Prof Merete Nordentoft
Professor, director of research, CORE- Copenhagen Research Centre for Mental Health, Copenhagen University Hospital, Denmark
She has worked with early intervention in psychosis since 1996, when she started to plan the first OPUS I trial. She successfully achieved state funding for this trial, which was the hitherto largest RCT testing the effect of specialized assertive Early Intervention Services. OPUS treatment was clearly superior to standard treatment with regard to psychotic and negative symptoms, substance abuse, level of functioning, adherence to medication, user’s and caregiver’s satisfaction with treatment, and use of bed days. A health economic analyses showed that treatment was cheaper and better and that the savings were clear even when taking the costs of the intensive out-patients treatment into account. The OPUS I trial was the largest study in the meta-analysis (Correll et al), Jama Psych 2018. Participants in the OPUS trial were followed up after one, two, five and 10 years, and a 20 years follow-up is currently conducted. The long-term follow-up studies gave new insight in the long-term prognosis of patients with first episode psychosis.

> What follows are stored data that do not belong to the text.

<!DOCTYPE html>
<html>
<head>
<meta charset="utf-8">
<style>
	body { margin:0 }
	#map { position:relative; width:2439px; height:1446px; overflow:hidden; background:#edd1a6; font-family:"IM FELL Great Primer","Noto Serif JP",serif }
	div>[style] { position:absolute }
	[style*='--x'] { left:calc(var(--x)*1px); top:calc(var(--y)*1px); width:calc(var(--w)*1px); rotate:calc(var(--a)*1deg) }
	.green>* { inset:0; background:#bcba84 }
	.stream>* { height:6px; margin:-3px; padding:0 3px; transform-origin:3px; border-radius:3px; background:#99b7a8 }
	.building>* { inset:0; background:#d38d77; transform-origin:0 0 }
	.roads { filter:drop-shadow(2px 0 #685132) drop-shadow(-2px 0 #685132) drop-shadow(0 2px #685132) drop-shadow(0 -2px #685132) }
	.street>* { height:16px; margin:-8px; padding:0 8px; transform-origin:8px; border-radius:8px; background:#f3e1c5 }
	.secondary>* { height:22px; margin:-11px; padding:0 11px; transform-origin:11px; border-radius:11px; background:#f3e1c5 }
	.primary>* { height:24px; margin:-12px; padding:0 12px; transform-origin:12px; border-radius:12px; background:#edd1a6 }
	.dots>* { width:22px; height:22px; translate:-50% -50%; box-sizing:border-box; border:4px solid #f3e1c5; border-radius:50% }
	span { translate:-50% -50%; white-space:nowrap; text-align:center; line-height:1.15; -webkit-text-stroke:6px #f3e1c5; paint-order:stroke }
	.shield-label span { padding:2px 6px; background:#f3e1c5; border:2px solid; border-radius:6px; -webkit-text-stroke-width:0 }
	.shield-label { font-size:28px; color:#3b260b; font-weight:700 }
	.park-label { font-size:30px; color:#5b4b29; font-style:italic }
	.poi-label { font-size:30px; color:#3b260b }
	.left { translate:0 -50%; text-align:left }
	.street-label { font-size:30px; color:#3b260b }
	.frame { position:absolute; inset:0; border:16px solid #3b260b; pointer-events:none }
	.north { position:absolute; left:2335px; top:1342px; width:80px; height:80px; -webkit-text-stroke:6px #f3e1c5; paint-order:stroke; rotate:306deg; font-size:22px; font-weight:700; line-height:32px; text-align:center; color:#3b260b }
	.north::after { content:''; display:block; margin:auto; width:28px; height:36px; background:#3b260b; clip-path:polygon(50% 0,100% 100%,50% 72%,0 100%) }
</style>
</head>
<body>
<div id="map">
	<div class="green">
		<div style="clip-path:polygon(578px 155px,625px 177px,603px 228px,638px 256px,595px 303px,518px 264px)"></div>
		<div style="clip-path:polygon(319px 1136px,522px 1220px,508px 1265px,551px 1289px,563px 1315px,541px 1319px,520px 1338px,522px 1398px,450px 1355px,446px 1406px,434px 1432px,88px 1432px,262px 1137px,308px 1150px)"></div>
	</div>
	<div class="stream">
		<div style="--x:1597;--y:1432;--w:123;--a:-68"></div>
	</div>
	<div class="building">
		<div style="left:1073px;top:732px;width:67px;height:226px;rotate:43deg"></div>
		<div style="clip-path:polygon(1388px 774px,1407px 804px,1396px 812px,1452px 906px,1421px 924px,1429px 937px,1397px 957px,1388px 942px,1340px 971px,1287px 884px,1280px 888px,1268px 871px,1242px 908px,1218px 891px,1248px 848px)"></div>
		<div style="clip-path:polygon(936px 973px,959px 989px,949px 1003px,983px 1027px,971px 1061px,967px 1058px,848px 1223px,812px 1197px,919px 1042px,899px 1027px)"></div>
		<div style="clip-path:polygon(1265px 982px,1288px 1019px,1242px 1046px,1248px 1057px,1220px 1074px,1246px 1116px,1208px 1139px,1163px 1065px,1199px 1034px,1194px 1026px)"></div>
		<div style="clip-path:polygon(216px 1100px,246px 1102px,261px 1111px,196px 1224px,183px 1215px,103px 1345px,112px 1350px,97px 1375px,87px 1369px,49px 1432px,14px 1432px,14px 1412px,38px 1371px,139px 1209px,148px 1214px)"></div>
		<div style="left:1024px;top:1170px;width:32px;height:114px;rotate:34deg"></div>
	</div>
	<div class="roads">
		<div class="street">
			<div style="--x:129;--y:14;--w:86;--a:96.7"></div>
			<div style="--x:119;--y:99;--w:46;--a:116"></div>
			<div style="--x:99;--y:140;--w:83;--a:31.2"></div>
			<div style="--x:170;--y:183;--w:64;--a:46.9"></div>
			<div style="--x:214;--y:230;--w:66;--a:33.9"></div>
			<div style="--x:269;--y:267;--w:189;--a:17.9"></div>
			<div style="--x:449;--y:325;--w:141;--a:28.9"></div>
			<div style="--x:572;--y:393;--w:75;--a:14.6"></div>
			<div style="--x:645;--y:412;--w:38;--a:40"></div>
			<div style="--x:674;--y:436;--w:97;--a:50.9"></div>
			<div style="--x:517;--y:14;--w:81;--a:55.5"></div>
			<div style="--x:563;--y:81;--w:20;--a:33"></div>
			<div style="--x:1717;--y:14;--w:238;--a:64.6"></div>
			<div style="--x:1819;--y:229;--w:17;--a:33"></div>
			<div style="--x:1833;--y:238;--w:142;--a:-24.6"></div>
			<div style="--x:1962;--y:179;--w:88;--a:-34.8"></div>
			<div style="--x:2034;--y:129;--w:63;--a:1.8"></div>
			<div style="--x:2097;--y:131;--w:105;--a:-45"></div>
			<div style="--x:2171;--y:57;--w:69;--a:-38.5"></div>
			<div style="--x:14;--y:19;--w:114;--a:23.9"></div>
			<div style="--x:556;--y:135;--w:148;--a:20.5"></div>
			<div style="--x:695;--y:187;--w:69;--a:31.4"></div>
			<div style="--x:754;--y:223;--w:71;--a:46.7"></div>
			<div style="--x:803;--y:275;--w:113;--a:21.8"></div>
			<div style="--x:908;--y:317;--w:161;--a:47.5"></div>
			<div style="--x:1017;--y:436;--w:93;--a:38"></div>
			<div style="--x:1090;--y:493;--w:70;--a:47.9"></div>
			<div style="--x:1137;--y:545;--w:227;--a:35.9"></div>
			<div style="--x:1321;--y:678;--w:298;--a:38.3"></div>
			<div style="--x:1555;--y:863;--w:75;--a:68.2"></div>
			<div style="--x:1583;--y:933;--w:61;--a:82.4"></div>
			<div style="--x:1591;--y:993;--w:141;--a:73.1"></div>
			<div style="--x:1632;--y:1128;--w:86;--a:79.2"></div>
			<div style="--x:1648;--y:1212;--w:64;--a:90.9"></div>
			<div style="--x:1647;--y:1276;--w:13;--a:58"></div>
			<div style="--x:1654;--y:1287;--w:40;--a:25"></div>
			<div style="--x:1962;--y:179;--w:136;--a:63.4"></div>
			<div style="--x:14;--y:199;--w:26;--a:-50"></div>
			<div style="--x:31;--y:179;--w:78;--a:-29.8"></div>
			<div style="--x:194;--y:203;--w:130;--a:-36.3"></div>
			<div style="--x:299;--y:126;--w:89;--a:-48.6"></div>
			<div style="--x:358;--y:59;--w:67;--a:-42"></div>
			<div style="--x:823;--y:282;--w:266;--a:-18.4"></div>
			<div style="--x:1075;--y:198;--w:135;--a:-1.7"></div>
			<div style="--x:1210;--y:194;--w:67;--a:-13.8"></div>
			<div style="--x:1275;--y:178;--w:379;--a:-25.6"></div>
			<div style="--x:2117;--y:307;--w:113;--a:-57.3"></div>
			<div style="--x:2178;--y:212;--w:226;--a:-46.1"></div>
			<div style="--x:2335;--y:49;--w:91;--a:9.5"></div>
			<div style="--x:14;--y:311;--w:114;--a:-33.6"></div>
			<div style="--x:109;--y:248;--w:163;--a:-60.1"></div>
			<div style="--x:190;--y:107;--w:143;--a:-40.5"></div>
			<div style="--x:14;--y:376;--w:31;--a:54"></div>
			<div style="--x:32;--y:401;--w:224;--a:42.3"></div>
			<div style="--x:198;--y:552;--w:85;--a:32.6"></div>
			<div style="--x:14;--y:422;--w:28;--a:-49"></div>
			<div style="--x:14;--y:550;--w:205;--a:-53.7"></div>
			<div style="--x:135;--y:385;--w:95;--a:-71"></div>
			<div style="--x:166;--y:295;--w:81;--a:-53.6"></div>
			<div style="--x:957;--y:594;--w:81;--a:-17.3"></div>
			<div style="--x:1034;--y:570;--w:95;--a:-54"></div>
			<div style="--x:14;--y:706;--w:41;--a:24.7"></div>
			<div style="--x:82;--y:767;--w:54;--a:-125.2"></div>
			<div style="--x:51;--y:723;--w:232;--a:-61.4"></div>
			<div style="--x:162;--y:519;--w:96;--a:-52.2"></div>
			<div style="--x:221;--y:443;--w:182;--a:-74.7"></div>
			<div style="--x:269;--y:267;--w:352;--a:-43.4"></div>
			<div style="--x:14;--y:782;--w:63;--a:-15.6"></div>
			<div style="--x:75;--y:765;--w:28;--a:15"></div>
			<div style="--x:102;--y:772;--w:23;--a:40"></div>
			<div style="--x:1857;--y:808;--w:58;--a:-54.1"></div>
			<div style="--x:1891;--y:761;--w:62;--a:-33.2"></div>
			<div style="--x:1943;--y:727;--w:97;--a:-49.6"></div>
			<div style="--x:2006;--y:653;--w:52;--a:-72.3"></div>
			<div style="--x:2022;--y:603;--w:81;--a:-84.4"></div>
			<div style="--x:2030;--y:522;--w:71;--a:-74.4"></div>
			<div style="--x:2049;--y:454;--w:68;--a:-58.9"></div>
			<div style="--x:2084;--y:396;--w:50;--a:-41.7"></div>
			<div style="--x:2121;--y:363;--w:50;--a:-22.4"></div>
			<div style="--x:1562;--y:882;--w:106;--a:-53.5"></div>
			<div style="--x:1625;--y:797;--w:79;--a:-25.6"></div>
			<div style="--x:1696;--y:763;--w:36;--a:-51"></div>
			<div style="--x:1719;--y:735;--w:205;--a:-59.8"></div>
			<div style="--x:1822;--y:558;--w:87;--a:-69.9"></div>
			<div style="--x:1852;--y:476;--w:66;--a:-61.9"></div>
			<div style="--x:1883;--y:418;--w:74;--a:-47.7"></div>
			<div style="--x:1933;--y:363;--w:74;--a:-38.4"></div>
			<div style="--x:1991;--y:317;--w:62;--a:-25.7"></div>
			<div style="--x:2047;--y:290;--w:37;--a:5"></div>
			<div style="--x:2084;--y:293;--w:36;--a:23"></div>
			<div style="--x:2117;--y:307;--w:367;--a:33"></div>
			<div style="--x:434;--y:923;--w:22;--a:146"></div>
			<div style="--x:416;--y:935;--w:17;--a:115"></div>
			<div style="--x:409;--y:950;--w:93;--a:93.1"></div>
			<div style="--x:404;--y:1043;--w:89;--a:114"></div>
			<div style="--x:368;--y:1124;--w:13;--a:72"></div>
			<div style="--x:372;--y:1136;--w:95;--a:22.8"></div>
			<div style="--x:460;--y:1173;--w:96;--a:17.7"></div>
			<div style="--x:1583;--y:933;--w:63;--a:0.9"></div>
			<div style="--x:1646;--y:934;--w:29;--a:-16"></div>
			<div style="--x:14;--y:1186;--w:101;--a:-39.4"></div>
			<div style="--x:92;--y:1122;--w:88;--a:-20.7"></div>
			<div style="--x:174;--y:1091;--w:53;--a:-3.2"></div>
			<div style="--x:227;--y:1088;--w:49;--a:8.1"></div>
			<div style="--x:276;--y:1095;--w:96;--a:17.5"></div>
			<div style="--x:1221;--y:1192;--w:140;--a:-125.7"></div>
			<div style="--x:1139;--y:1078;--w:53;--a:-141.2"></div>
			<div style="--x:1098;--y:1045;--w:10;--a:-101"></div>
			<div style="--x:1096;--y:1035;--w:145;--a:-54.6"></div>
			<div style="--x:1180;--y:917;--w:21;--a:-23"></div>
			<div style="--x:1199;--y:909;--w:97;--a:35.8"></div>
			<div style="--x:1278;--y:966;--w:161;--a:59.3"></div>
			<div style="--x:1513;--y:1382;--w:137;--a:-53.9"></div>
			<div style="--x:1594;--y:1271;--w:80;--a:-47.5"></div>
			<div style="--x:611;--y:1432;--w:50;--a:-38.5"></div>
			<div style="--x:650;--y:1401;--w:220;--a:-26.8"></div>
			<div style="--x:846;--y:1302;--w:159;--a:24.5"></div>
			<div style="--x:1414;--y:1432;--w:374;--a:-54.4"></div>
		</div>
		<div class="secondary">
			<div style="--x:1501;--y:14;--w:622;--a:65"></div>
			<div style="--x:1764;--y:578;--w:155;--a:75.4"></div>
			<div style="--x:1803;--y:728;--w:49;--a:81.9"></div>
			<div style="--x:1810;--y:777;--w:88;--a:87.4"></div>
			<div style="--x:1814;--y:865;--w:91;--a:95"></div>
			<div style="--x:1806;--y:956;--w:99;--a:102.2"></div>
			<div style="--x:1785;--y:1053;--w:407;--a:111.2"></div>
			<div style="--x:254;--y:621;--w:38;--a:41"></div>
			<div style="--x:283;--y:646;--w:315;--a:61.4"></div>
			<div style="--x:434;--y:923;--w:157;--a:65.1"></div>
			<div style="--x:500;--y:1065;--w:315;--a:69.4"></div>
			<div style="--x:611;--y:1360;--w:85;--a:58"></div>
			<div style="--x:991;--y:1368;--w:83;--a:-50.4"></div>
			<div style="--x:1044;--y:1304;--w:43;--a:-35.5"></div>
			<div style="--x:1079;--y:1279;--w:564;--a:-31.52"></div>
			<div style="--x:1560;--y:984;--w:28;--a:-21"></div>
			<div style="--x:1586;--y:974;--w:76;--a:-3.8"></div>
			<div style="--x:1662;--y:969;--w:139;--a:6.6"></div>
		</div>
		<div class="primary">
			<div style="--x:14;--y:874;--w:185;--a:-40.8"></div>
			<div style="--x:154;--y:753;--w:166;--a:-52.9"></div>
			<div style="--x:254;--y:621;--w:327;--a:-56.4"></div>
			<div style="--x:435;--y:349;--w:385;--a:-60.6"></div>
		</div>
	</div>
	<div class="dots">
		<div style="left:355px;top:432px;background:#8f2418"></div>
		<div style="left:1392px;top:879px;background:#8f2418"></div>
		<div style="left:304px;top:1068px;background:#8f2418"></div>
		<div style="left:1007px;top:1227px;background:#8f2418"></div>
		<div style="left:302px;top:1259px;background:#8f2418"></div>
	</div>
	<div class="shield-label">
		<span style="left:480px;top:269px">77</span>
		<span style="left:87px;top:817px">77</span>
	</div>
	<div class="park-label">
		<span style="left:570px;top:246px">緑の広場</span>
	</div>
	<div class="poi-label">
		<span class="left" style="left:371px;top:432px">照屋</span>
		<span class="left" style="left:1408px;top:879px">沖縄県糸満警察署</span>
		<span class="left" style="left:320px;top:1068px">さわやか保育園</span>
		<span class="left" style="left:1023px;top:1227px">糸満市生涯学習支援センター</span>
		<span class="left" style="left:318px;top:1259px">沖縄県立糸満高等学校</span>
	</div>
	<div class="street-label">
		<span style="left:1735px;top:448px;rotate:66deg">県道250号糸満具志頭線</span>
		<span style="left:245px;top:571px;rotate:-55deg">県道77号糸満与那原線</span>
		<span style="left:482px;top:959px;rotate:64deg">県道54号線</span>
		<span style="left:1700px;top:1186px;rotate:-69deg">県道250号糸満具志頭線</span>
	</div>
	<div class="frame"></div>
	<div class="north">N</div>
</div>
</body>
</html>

Besides the OPUS trials she was PI for many large randomized clinical trials, evaluating the effect of lifestyle interventions, neurocognitive and social cognitive remediation, individual placement and support, dialectic behavioral therapy, assertive outreach to people who attempted suicide. She has worked with suicide prevention at a national level since 1997, focusing especially on suicide in schizophrenia, and suicides shortly after discharge from inpatient stay. Together with a group of epidemiologists from Nordic countries, she has proved that life expectancy in schizophrenia is 15 to 20 years shorter than in the general population.
She initiated the large Danish High Risk and Resilience Study VIA 7, and the first follow-up wave VIA 11 are important parts of iPSYCH. She made an important contribution to the field by investigating the difficulties for children born to parents with schizophrenia. The results of the VIA 7 study showed that already at age seven, children of parents with schizophrenia were more likely to have poor neurocognitive performance, poor social performance, poor motor function, more externalizing and internalizing symptoms and more psychotic experiences. They also more often lived in inappropriate home environment.